I flatter myself that I may be a member of this talent pool that recruiters and hiring managers are interested in hiring, both based on qualifications and recent interest and outreach from recruiters and sometimes hiring managers. I’m currently a product manager at a major tech company and product managers are, similar to ground intelligence officers, trained to deeply understand the needs and the pain points of their users and customers and build tech solutions to meet those in a sustainable way that people will pay for.

But what you want are some quick tips and tricks that will give you the edge in this war for talent: in understanding and meeting the needs of people you’re trying to hire. Especially those that you are proactively recruiting versus those that come to you applying on your jobs boards.

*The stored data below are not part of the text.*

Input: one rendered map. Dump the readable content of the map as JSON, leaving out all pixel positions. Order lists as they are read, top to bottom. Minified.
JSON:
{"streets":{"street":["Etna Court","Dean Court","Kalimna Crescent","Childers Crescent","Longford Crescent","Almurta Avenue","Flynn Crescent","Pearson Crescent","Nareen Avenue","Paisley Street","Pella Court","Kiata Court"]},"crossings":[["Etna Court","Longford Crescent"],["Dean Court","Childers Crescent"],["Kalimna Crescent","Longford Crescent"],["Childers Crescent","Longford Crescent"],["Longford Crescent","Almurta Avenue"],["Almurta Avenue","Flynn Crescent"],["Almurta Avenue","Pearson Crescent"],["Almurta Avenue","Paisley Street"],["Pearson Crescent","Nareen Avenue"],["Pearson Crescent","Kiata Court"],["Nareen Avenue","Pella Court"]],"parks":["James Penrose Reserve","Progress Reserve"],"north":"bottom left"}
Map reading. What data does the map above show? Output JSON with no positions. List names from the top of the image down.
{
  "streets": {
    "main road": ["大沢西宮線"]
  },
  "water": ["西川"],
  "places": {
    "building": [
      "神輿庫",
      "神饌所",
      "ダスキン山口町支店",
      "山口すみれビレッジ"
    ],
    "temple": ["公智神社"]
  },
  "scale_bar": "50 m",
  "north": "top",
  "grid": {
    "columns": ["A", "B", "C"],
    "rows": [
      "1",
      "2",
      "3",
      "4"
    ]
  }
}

  1. It’s not about you, it’s about the talent. If you are contacting someone and asking them to consider a role with your company you need to be ready to quickly understand what their needs are and determine whether it’s realistic that you may be able to meet those needs.
  2. Don’t waste talents’ time. Odds are people you’re trying to recruit aren’t interested in a 30 minute get to know you call or free and open jam session. If they tell you that they’re not, you need to respect that and get to brass tacks if its what they want.
  3. It’s about the mission and the team. Basic human psychology is oriented on autonomy competence and relatedness. That means that people want ownership of outcomes they want to feel competent and capable in what they’re doing, for it to be on a mission worth doing, and to be doing so for a team that’s worth doing it with, and have good relationships with people in doing so. Find ways to speak to these needs.
  4. Mind on my money. If you were trying to recruit me and I ask you to disclose the range of salary and total compensation for the role, you need to do that. Not to equivocate or try to get me on a call or say we’ll handle it later. There will not be a later.
  5. Don’t make me jump through hoops. Or at least have a ramp to the hoops you want me to jump through. If you’re going to have multiple interviews, testing etc. be ready to share with the talent what it will take to get to an offer.
  6. If you encounter someone who is very clear and has done the above work for you and hands that to you in a concise email you have three choices.
    • A You can ghost them: which will reflect poorly on you and your company’s professionalism.
    • B You can provide partial answers and try to get them on the phone which may lead to continuing conversations or may have the same effect as option A.
    • C you can respect that this person has put care and thought in advance into what their needs are and communicated them to you clearly and answer as candidly as you can and see whether continued development is interesting or not. And if it is not, you can tell them so, and why, and wish them luck.
  7. If all of this goes well and you end up on a call with talent please do not ask them why they want to join your company or why they want to leave their current company. You just did a lot of work to get them on the phone with you – why would you ask them why they’re on the phone with you? Or if you really must do this, be transparent about why you’re asking even though youve already been in correspondence, what is it you’re trying to understand.
  8. Some people may still be willing to come into an office. People who are not will likely not be easy to convince. It’s likely a losing battle to try to do so.
  9. Don’t lie. Dishonesty or even the perception of it can be a deal killer not just for this hire but for any future. You can ruin your reputation, and that of your company. The written offer better match the verbal offer and if there’s ever any need for change or adjustment, over communicate and discuss clearly.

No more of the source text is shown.